Além disso, os custodiados informaram sobre a falta de água potável, obrigando-os a tomar água amarelada, em condições impróprias para o consumo humano. “As péssimas condições materiais dispensadas às pessoas privadas de liberdade configuram maus-tratos e tratamento degradante”, conforme o relatório.

Autoridades

O relatório com as irregularidades foram encaminhadas a diversas autoridades e instituições, entre elas a ministra Cármen Lúcia, presidente do Conselho Nacional de Justiça e do Supremo Tribunal Federal; o presidente do Conselho Nacional de Política Criminal e Penitenciária, Cesar Mecchi Morale; o ministro da Justiça, Osmar José Serraglio; a secretária especial dos Direitos Humanos da Presidência da República, Flávia Piovesan; ao governador do Maranhão, Flávio Dino; ao secretário de estado de Administração Penitenciária, Murilo Andrade; ao prefeito de Barra do Corda, Eric Costa; e também ao Comitê Nacional de Prevenção e Combate à Tortura, Pastoral Carcerária da Confederação Nacional dos Bispos do Brasil, Câmara Municipal de Barra do Corda e Poder Judiciário.

Pedidos

Além do pedido de interdição total da Cadeia Pública, o MP-MA solicitou do Poder Judiciário, ainda em maio, a proibição de entrada de novos detentos; fornecimento de água potável; condenação do Estado do Maranhão a fornecer atendimento médico e odontológico a todos os custodiados e a implantar programa permanente de limpeza e desinfecção das celas.

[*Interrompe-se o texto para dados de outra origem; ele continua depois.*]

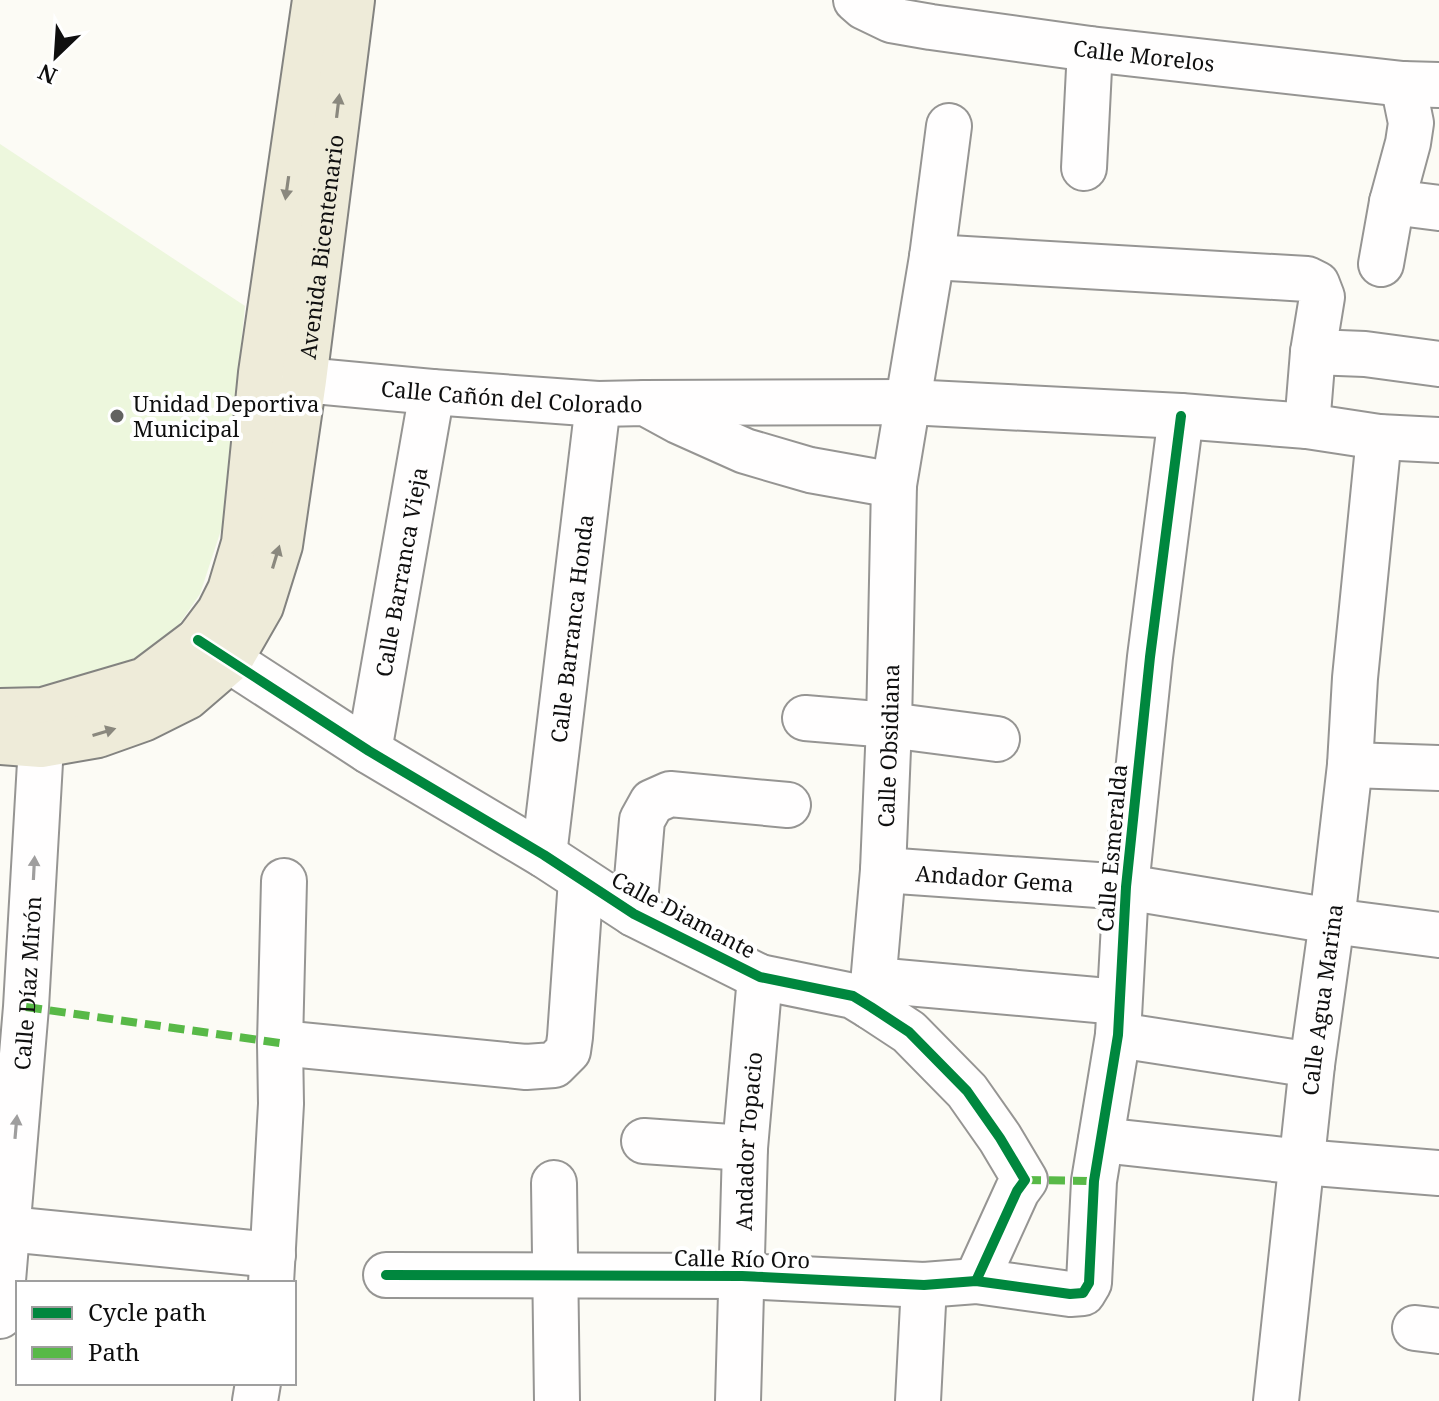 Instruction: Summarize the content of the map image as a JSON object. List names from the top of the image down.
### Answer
{
  "streets": {
    "main road": ["Avenida Bicentenario"],
    "street": [
      "Calle Morelos",
      "Calle Cañón del Colorado",
      "Calle Barranca Vieja",
      "Calle Barranca Honda",
      "Calle Obsidiana",
      "Calle Esmeralda",
      "Andador Gema",
      "Calle Diamante",
      "Calle Díaz Mirón",
      "Calle Agua Marina",
      "Andador Topacio",
      "Calle Río Oro"
    ]
  },
  "crossings": [
    ["Avenida Bicentenario", "Calle Cañón del Colorado"],
    ["Avenida Bicentenario", "Calle Diamante"],
    ["Avenida Bicentenario", "Calle Díaz Mirón"],
    ["Calle Cañón del Colorado", "Calle Barranca Vieja"],
    ["Calle Cañón del Colorado", "Calle Barranca Honda"],
    ["Calle Cañón del Colorado", "Calle Obsidiana"],
    ["Calle Barranca Vieja", "Calle Diamante"],
    ["Calle Barranca Honda", "Calle Diamante"],
    ["Calle Obsidiana", "Andador Gema"],
    ["Calle Obsidiana", "Calle Diamante"],
    ["Calle Esmeralda", "Andador Gema"],
    ["Calle Esmeralda", "Calle Diamante"],
    ["Calle Esmeralda", "Calle Río Oro"],
    ["Andador Gema", "Calle Agua Marina"],
    ["Calle Diamante", "Calle Agua Marina"],
    ["Calle Diamante", "Andador Topacio"],
    ["Calle Diamante", "Calle Río Oro"],
    ["Andador Topacio", "Calle Río Oro"]
  ],
  "places": ["Unidad Deportiva Municipal"],
  "legend": ["Cycle path", "Path"],
  "north": "bottom left"
}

Também foi pedida a condenação do Estado do Maranhão a realizar, no prazo de 90 dias, a reforma das quatro celas da carceragem (ou construir outras celas e criar mais vagas), sob pena de pagamento de multa diária de R$ 5 mil; restaurar as instalações sanitárias e elétricas do imóvel.

Em 2 de agosto, o juiz Antonio Elias de Queiroga Filho, titular da 1ª Vara da Comarca de Barra do Corda, negou o pedido de liminar conforme pleiteado pelo MP-MA e DPE.